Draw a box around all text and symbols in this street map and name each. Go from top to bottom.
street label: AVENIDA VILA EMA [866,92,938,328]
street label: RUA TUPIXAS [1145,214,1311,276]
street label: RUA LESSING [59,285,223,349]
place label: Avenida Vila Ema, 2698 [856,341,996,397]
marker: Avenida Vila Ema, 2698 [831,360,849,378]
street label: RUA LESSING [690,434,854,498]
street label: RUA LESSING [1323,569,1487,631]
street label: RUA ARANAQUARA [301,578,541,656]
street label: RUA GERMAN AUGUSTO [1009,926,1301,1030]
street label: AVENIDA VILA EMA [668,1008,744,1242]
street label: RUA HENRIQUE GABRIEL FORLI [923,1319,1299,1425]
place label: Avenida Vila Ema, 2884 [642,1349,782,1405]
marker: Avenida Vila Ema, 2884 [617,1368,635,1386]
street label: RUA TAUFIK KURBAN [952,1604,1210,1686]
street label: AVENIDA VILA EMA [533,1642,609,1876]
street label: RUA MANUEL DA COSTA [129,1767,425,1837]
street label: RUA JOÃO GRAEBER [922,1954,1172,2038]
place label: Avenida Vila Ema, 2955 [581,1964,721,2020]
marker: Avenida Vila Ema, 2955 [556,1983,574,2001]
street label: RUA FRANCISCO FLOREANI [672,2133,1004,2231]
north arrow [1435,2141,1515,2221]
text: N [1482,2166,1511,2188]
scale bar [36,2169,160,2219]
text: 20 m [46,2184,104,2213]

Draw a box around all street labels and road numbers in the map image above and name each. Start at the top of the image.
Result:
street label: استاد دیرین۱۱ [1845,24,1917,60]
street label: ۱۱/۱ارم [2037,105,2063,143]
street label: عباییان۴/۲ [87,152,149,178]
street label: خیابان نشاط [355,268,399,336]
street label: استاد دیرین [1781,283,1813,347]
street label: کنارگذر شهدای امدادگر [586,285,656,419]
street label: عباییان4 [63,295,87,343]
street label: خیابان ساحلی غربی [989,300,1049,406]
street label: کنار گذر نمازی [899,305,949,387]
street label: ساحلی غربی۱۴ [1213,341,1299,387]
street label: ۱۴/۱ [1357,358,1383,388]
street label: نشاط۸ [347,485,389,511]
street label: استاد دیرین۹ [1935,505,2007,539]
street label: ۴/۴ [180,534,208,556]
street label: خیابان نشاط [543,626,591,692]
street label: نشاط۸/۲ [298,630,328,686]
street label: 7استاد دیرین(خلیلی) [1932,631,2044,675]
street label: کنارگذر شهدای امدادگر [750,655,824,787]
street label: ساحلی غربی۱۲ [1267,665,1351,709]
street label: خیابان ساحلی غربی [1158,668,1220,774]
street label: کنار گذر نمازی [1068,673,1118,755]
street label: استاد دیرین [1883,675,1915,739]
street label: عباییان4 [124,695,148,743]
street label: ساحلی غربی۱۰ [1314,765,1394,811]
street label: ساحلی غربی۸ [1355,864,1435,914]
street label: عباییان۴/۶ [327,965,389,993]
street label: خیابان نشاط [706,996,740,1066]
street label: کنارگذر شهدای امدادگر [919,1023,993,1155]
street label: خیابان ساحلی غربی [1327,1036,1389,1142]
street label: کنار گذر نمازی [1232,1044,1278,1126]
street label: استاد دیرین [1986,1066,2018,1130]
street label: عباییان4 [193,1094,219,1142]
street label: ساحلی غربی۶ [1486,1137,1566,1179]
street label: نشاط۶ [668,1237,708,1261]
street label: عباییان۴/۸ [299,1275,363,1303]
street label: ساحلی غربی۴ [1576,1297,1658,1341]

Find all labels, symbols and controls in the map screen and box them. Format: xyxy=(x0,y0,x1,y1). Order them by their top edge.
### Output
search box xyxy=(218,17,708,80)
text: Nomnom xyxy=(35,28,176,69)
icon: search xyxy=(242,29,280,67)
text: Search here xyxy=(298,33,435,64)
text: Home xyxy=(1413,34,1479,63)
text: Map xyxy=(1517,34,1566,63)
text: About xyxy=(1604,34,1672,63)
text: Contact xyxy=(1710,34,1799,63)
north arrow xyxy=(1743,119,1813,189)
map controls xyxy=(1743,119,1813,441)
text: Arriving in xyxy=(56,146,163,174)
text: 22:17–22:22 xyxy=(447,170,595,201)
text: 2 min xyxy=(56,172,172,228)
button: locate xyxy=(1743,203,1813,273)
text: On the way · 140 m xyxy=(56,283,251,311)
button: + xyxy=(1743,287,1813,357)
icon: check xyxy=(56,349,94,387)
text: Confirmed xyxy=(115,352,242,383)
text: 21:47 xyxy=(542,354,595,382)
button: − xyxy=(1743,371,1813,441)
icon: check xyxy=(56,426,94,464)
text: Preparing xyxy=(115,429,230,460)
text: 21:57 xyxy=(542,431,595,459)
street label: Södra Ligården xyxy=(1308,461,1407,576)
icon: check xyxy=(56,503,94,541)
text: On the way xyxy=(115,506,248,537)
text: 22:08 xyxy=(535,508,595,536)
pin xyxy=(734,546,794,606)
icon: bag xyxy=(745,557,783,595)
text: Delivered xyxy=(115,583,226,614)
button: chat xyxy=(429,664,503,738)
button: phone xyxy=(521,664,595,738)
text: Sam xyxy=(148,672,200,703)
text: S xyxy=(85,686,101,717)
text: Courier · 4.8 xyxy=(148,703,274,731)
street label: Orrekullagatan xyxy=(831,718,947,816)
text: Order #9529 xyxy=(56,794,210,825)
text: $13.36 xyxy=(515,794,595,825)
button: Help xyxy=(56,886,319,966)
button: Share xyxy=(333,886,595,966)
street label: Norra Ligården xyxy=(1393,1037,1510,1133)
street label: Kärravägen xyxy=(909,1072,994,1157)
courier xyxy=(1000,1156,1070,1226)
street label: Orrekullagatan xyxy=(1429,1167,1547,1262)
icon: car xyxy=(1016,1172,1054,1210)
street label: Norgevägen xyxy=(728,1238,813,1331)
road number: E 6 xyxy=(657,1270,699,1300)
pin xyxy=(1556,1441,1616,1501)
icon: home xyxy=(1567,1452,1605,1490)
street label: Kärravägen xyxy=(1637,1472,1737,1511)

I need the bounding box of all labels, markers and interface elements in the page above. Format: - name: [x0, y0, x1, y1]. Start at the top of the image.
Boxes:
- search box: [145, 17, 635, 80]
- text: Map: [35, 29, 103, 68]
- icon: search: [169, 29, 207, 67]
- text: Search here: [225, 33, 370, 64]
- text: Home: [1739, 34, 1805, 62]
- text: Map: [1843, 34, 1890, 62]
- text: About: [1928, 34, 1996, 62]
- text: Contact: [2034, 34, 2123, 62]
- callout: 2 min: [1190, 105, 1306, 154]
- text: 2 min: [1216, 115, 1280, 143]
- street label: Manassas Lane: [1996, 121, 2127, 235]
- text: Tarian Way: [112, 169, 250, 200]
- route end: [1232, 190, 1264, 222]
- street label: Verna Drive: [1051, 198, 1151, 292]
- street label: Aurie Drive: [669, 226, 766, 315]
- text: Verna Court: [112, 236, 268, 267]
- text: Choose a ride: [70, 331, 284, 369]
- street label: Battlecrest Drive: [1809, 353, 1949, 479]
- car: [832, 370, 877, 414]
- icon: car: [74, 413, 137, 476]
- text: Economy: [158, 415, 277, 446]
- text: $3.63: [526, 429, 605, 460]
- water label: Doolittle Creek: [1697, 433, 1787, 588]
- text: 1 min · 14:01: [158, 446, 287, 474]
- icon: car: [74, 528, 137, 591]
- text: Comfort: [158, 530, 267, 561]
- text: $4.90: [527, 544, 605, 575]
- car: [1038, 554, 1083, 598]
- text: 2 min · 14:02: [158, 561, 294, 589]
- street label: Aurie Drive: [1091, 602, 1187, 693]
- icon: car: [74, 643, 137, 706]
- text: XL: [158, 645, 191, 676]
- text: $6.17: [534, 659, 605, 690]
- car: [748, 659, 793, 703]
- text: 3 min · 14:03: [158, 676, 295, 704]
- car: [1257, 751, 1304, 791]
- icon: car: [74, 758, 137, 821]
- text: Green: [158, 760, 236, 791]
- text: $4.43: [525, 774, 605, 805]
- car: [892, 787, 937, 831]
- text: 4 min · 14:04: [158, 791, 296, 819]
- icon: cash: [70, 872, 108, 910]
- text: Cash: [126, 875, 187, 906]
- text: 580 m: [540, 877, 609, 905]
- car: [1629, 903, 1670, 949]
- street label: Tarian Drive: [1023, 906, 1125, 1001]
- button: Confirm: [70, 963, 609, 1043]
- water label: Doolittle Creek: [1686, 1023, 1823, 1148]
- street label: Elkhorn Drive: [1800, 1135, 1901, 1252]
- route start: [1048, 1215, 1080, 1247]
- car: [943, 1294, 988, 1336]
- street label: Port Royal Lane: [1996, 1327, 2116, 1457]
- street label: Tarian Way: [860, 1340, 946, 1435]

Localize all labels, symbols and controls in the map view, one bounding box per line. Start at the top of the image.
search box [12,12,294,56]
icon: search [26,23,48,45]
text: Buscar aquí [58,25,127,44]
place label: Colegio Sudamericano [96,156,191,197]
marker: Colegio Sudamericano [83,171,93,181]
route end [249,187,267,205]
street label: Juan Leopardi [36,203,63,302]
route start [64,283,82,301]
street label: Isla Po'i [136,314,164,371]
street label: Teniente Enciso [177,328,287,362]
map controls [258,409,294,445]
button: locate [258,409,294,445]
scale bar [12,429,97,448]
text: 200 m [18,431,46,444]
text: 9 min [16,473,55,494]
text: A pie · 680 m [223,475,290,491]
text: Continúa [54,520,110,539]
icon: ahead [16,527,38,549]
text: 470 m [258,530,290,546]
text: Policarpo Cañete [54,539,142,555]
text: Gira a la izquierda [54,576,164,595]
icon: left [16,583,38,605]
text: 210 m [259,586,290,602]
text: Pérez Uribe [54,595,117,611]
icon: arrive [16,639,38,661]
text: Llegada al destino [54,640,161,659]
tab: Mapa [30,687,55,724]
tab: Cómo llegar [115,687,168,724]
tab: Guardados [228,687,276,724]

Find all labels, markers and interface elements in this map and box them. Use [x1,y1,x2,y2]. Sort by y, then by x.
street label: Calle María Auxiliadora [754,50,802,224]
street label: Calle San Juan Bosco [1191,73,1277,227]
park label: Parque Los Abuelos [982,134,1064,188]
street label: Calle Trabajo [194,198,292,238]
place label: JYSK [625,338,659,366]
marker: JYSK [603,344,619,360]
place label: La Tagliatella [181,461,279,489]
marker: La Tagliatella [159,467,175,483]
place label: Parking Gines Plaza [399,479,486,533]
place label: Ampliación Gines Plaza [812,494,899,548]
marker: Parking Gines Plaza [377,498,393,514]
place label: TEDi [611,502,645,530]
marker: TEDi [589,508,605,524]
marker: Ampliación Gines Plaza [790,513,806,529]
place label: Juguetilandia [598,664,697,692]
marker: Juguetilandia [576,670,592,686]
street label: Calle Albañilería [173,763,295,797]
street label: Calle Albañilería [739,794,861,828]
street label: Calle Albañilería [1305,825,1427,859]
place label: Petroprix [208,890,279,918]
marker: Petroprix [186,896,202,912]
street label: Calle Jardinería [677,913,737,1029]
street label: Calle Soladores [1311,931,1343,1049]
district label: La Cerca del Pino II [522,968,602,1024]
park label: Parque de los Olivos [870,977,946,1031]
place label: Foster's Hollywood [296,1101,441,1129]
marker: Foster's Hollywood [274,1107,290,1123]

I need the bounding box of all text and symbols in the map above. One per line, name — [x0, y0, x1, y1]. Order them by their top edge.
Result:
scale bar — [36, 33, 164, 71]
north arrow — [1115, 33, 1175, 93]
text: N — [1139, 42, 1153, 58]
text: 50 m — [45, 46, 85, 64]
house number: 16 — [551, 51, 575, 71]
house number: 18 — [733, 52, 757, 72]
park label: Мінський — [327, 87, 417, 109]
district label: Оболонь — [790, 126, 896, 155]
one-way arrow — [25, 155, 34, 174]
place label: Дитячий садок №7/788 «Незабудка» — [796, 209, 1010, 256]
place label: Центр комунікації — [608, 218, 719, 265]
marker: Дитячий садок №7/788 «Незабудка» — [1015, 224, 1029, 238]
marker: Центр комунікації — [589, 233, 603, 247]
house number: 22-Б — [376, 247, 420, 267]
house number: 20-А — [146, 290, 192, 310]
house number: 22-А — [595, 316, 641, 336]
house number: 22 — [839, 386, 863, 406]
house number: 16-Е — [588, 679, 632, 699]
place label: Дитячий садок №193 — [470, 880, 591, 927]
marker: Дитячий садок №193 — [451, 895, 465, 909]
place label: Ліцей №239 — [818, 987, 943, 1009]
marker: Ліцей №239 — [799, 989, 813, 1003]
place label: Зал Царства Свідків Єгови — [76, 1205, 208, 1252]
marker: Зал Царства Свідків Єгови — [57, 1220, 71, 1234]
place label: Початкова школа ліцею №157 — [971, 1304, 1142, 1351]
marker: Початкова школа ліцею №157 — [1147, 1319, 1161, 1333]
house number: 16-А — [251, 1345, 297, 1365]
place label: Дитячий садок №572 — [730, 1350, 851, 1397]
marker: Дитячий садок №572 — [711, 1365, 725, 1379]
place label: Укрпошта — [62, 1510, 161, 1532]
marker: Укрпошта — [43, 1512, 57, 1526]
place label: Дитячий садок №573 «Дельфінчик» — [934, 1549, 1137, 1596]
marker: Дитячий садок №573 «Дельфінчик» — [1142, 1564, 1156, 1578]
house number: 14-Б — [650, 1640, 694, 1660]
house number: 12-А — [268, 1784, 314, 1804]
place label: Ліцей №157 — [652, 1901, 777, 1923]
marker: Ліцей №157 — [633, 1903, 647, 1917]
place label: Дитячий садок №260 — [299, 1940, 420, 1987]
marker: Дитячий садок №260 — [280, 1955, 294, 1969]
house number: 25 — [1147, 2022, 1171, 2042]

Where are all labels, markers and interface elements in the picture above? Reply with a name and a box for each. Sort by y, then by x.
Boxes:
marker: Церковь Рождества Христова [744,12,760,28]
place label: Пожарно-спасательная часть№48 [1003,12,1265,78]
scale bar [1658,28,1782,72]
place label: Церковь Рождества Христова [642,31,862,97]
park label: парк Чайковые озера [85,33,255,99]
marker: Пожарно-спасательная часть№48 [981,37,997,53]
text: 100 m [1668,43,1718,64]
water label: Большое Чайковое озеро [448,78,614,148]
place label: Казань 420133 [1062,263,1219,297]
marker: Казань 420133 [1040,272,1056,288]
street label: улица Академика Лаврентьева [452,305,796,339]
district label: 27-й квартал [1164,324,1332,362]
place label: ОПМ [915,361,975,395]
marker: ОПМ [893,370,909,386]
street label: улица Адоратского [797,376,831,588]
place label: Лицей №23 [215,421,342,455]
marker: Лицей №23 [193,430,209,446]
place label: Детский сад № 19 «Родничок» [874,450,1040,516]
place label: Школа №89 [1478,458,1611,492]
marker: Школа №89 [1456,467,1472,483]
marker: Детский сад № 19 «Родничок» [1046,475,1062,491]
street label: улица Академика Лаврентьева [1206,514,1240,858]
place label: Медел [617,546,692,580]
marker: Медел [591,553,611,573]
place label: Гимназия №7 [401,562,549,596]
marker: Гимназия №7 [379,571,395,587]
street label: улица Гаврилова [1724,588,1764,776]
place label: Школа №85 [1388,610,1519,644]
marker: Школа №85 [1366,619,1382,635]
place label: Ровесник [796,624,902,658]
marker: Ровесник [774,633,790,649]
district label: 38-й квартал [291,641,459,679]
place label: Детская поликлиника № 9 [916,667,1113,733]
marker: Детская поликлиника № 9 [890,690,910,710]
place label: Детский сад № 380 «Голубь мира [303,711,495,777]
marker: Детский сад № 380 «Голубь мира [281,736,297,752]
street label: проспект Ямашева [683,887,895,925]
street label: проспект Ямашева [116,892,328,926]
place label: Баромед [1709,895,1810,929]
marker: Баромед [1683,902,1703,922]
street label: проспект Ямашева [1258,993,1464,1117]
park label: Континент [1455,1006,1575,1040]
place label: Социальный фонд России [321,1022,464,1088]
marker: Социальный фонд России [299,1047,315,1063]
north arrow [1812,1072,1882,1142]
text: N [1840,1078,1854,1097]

····················

Scan the records above for the string "Баромед", then copy each line where it turns up.

TASK OUTPUT:
place label: Баромед [1709,895,1810,929]
marker: Баромед [1683,902,1703,922]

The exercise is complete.